Clinical Supervision and how it can support the work of non – specialist client facing workers


What is clinical supervision?

Clinical supervision isn’t new, having been used for many years in a variety of healthcare settings, including mental health. Clinical supervision is a formal mechanism through which individual and professional development occurs by the worker reflecting and learning with the supervisor. People who receive clinical supervision have jobs that are emotionally demanding, in the case the of the Fulfilling Lives South East (FLSE) project supporting people with significant trauma histories and/or multiple and complex needs (MCN).  

A key piece of learning from the FLSE Perspectives Project and Perspectives Project: Part 2 work was how statutory mental health professionals could support non-specialist client-facing workers to safely hold high levels of risk. This blog shares learning and aims to illustrate the important role that clinical supervision can play, or could play, in providing a form of mental health specialist support via the worker to clients with a coexisting condition. In building confidence and knowledge in workers to understand the complex nature of this client group, develop appropriate methods for risk taking and sharing risk, managing worker wellbeing, and navigating complex systems when advocating for clients.

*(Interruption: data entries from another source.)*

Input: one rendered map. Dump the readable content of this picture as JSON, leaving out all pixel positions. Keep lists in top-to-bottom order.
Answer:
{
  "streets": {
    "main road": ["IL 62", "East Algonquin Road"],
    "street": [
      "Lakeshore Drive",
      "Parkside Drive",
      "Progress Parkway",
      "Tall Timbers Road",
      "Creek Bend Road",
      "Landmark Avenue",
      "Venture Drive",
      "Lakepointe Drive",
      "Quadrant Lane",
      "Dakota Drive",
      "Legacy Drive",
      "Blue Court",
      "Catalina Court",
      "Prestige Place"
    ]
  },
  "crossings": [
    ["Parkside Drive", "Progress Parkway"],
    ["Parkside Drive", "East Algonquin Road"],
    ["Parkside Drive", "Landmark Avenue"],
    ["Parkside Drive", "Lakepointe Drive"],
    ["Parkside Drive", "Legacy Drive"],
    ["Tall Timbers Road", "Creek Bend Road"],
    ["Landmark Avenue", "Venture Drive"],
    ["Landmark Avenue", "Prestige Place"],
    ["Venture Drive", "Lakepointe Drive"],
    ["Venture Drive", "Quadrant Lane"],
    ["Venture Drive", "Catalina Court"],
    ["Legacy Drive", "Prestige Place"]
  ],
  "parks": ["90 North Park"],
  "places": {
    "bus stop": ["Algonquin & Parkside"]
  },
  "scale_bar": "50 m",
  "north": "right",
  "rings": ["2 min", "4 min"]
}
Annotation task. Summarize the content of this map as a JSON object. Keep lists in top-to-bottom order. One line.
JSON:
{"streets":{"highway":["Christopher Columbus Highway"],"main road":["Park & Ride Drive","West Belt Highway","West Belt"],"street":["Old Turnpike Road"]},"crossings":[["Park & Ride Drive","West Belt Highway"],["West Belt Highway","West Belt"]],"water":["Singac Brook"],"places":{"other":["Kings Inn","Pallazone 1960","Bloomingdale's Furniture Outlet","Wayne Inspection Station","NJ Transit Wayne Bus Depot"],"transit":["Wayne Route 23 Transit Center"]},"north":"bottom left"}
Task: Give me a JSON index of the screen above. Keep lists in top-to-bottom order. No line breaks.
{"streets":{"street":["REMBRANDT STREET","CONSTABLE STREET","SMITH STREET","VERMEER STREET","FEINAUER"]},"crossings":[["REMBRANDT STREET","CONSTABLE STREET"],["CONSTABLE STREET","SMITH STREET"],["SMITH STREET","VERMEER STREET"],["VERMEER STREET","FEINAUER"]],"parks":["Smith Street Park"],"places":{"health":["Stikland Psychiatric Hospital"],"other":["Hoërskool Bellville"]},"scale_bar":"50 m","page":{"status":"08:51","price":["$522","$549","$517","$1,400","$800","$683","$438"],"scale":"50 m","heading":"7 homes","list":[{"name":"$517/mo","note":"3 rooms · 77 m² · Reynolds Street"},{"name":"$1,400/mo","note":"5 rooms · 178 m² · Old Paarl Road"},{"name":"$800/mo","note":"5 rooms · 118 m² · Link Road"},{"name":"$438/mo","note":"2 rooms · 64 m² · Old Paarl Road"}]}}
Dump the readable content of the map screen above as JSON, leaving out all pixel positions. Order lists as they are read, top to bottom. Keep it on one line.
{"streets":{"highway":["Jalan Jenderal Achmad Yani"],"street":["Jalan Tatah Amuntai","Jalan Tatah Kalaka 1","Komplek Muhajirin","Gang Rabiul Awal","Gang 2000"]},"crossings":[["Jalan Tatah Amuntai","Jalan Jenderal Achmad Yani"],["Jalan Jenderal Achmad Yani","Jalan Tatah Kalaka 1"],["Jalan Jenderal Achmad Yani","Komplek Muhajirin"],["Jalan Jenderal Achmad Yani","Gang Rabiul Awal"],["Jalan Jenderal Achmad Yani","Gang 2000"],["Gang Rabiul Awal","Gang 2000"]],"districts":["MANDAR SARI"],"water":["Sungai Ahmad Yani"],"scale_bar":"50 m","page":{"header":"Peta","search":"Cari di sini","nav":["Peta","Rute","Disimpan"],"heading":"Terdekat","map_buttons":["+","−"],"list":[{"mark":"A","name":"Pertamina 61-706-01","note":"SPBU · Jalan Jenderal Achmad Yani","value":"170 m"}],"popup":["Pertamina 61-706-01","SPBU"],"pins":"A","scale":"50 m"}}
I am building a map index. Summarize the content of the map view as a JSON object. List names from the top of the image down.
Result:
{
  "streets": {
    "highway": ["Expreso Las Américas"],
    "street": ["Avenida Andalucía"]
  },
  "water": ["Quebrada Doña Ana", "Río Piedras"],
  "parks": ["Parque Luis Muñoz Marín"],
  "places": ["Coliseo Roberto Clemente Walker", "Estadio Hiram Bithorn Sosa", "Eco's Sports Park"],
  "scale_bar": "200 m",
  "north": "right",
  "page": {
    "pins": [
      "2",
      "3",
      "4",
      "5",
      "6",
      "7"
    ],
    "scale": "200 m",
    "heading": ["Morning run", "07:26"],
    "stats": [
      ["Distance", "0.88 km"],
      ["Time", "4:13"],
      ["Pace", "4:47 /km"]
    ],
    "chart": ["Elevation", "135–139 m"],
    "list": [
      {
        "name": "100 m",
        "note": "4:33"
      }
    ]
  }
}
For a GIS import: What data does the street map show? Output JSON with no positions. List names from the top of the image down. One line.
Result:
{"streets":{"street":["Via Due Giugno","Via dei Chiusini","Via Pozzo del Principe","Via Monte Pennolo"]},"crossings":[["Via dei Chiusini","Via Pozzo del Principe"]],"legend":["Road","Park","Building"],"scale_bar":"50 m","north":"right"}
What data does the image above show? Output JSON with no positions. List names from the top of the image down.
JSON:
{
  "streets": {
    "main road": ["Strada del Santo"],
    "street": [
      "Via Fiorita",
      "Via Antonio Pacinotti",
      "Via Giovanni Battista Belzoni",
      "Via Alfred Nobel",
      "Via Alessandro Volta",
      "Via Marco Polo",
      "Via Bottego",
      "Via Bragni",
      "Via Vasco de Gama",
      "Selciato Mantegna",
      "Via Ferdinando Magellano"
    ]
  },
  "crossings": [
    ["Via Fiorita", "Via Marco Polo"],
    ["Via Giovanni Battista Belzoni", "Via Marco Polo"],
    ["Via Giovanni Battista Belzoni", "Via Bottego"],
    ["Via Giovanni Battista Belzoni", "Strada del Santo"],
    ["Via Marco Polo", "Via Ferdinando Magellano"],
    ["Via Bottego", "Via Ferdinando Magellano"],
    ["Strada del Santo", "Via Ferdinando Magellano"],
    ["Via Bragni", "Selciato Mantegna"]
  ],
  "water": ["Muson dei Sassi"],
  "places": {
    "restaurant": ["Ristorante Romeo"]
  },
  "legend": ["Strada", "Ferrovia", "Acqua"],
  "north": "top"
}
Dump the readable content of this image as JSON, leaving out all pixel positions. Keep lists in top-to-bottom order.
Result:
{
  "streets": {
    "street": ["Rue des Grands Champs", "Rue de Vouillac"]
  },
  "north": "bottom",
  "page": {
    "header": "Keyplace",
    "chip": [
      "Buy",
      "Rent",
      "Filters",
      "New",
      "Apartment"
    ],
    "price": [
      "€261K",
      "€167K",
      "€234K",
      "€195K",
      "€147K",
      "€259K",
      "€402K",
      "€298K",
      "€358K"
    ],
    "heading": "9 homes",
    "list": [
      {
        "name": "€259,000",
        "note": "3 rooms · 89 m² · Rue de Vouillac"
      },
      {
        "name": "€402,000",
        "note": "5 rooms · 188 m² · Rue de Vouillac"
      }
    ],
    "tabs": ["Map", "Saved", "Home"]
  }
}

In what ways can clinical supervision help non-specialist frontline workers?

  • Feeling connected

Working in a role providing support to clients experiencing MCN on a one-to-one basis can be an isolating experience for the worker. The danger of vicarious trauma is more likely in this type of role when in your day-to-day work you are surrounded by complex trauma. Not having a space where you can discuss feelings and emotions that the work might be bringing up for you is an unsustainable approach that will lead to workers having to take time off sick. Clinical supervision offers a space for workers to process the emotional aspect of the work and understand the interplay in the client worker relationship. Being able to talk about what comes up when supporting clients to recognise transference and how this can conflict with your own attachment styles is vitally important.

  • Confidence and knowledge

Clinical supervision equips non-specialist client-facing workers with a framework of language that gives knowledge and confidence when adjusting to different audiences and situations. It can help workers advocate for clients using language that statutory mental health workers will recognise and listen to, as well more authoritative robust language to explain the risks and consequences of not responding to the needs of the client.

Additionally, clinical supervision supports workers to facilitate and lead multi-agency meetings that illustrate to partners trauma understanding and this helps other agencies work in the same way, modelling what good can look like when a multidisciplined team approach is adopted to working with complex needs clients.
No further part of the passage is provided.